Why other options are wrong

B. $20 million

This is incorrect because the market price of $20 does not affect the increase in equity from the exercise of stock options. The increase is based on the exercise price of $10 per option, not the market price.

C. $30 million

This is incorrect because, similarly to the previous answer, the increase in equity is based on the exercise price, not the difference between the exercise price and market price. The equity increase will not be the $10 difference between the exercise price and the market price times the number of shares.

D. $40 million

This is incorrect for the same reasons as the others. The total increase in equity is determined by the exercise price, not the market price, and multiplying the market price by the number of options would overstate the increase.


9.

Explain how the fair value of stock options is determined for accounting purposes.

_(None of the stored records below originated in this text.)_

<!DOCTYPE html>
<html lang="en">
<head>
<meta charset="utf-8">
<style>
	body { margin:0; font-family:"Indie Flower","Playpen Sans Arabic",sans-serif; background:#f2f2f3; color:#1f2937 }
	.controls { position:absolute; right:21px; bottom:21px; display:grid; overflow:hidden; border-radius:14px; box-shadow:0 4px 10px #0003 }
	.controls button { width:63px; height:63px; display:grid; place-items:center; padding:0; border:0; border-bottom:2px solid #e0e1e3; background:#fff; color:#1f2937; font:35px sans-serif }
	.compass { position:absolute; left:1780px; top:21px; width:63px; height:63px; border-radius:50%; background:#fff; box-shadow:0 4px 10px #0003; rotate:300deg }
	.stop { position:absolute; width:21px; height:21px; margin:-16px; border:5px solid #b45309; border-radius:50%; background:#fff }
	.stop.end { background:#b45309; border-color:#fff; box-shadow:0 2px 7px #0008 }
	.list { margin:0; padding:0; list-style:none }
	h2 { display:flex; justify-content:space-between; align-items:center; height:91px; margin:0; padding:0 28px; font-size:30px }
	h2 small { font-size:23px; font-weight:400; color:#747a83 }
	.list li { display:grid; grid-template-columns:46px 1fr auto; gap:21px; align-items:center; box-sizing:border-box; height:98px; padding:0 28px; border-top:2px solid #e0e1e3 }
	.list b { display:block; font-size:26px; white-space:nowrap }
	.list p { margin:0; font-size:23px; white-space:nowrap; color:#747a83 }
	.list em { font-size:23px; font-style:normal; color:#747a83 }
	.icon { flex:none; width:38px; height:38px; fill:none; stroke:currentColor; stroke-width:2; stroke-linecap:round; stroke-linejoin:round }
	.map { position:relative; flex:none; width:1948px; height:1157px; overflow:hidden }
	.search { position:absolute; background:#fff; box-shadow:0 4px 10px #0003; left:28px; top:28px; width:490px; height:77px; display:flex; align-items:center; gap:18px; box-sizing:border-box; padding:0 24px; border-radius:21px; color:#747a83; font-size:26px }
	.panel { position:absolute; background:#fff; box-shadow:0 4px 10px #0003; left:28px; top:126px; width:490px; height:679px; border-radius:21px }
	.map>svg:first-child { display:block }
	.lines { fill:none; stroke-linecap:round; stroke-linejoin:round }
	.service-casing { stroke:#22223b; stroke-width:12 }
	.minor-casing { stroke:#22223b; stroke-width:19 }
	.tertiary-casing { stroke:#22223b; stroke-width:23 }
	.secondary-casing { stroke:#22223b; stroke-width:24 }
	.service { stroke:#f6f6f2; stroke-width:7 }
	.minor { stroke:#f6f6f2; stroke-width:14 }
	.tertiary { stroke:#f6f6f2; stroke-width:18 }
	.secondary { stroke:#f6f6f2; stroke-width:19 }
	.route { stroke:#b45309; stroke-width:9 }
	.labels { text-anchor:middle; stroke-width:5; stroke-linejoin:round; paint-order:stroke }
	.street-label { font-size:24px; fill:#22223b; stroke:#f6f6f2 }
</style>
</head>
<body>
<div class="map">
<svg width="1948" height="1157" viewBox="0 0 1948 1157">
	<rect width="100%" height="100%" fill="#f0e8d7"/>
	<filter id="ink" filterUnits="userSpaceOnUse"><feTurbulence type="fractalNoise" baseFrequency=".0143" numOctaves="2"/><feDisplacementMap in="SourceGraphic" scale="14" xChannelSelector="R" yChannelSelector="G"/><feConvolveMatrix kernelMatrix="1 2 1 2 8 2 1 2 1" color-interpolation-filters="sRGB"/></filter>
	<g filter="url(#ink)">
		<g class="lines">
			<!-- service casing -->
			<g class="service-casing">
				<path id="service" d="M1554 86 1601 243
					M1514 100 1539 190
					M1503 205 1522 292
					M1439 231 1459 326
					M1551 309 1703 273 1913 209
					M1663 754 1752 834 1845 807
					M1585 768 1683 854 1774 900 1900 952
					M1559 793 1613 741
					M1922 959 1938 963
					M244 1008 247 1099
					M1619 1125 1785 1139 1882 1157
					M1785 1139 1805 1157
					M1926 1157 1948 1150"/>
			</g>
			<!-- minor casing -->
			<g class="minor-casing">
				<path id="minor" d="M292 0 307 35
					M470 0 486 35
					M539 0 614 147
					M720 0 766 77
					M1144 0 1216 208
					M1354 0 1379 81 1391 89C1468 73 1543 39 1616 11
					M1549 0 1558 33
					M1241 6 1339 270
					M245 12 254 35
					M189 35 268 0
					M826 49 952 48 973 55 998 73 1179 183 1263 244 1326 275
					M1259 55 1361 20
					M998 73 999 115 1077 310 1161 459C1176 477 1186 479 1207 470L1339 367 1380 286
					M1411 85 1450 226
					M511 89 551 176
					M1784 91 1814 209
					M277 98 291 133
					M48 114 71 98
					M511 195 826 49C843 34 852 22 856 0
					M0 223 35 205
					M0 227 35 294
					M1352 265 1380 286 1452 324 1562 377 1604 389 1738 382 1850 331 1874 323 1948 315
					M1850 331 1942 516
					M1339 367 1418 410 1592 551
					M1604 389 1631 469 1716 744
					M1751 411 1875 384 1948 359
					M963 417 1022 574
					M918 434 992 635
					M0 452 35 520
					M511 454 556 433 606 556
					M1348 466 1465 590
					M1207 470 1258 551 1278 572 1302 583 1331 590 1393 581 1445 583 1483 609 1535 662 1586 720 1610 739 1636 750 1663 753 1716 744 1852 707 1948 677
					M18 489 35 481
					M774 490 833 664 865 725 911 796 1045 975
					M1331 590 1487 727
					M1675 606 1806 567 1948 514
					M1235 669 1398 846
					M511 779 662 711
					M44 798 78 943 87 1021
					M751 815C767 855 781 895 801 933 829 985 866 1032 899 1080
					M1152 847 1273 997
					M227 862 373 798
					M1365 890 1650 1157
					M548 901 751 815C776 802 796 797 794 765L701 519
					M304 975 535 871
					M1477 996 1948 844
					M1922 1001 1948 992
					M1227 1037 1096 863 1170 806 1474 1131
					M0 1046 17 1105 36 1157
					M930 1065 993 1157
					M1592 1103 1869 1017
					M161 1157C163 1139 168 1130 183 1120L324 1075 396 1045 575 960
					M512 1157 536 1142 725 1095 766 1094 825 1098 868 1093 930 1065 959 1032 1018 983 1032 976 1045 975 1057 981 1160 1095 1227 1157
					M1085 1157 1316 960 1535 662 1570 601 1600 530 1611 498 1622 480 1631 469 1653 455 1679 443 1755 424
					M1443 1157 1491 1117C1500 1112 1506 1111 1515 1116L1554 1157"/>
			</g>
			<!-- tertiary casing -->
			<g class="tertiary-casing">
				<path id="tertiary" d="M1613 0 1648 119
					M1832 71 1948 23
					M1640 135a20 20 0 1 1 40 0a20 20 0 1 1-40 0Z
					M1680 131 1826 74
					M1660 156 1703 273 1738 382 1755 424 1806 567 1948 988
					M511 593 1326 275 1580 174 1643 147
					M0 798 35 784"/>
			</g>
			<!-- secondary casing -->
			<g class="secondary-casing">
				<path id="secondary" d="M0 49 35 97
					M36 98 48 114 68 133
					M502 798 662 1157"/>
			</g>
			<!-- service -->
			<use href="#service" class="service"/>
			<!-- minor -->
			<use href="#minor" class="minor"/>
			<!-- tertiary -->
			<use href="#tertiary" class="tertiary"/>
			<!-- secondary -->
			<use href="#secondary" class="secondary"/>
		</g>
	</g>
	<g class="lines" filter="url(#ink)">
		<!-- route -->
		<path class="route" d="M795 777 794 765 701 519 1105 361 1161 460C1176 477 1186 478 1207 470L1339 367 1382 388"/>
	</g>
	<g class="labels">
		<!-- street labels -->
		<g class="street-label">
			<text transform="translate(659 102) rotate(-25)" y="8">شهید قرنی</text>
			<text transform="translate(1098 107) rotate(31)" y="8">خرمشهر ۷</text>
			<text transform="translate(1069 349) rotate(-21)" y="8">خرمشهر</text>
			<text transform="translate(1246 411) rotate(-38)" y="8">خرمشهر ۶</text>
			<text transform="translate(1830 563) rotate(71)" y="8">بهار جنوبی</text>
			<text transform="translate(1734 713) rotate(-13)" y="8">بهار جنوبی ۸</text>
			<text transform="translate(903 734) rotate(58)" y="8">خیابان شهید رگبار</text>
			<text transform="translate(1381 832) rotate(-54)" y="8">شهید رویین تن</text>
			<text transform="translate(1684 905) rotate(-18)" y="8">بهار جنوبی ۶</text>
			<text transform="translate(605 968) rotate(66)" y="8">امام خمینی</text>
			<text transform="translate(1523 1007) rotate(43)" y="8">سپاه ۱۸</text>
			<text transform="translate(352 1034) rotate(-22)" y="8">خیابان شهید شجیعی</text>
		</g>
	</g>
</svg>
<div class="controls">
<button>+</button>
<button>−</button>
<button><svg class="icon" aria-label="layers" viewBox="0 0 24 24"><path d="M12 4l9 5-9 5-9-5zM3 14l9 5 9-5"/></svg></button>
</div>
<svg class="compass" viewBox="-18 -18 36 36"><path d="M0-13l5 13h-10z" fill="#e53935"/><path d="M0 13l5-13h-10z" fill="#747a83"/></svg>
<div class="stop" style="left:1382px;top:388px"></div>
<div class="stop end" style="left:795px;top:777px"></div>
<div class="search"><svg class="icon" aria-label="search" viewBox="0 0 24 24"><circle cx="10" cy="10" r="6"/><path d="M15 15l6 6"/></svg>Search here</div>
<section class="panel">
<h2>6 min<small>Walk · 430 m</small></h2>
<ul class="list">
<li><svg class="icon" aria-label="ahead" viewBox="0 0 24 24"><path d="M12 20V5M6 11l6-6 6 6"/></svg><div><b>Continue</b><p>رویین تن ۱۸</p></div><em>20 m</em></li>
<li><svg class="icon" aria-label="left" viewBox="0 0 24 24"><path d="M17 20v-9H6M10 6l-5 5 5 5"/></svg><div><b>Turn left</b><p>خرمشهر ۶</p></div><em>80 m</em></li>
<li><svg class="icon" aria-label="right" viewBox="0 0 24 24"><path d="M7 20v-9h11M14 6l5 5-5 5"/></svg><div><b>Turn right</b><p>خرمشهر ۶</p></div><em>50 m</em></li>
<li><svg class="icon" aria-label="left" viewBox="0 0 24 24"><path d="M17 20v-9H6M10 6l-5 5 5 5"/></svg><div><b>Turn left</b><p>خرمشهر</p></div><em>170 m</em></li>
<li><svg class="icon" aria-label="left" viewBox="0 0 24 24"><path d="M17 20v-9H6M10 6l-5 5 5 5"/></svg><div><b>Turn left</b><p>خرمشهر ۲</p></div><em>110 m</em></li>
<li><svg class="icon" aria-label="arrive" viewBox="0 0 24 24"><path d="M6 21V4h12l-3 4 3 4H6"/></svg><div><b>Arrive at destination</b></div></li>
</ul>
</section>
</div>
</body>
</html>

  • Based on the market price of the stock on the grant date

  • Using an option pricing model such as the Black-Scholes model

  • By averaging the stock price over the vesting period

  • Determined by the company's earnings per share

Explanation

Correct Answer

B. Using an option pricing model such as the Black-Scholes model

Explanation

The fair value of stock options for accounting purposes is typically determined using option pricing models such as the Black-Scholes model or the Binomial model. These models take into account several variables, including the current stock price, the exercise price of the options, the expected life of the options, the volatility of the stock, and the risk-free interest rate. These models provide a theoretical fair value of the options at the grant date, which is then recognized as compensation expense over the vesting period of the options.

Why other options are wrong

A. Based on the market price of the stock on the grant date

This is incorrect because the fair value of stock options is not directly determined by the market price of the stock on the grant date. While the market price is an important variable in the option pricing models, the fair value calculation involves other factors, including volatility and the expected life of the options, which are not captured by the market price alone.

C. By averaging the stock price over the vesting period

This is incorrect because the fair value of stock options is determined at the grant date, not over the vesting period. The stock price at the time of grant is used in the pricing models, but averaging the stock price over the vesting period does not apply to the determination of fair value.

D. Determined by the company's earnings per share

This is incorrect because earnings per share (EPS) is not used to determine the fair value of stock options. EPS is a result of the company's income divided by the weighted average number of shares outstanding, but it does not directly factor into the valuation of stock options for accounting purposes.


10.

Which of the following transactions does not directly affect retained earnings?

  • Cash dividend

  • Stock dividend

  • Stock split

  • Property dividend

Explanation

Correct Answer

C. Stock split

Explanation

A stock split does not directly affect retained earnings. It is a division of the existing shares into more shares, but the total value of shareholders’ equity remains the same. The number of shares increases, but the par value per share decreases proportionally, leaving the total equity unchanged. Retained earnings are not affected by a stock split, unlike cash or stock dividends, which directly reduce retained earnings.

Why other options are wrong

A. Cash dividend

This is incorrect because a cash dividend directly reduces retained earnings. The company distributes part of its accumulated earnings to shareholders, which lowers the balance in the retained earnings account.

B. Stock dividend

This is incorrect because a stock dividend involves the issuance of additional shares to shareholders. Although no cash is distributed, retained earnings are reduced, as the value of the stock dividend is transferred from retained earnings to common stock or paid-in capital.

D. Property dividend

This is incorrect because a property dividend involves distributing assets other than cash to shareholders. This reduces retained earnings, as the company is distributing part of its accumulated profits in a non-cash form.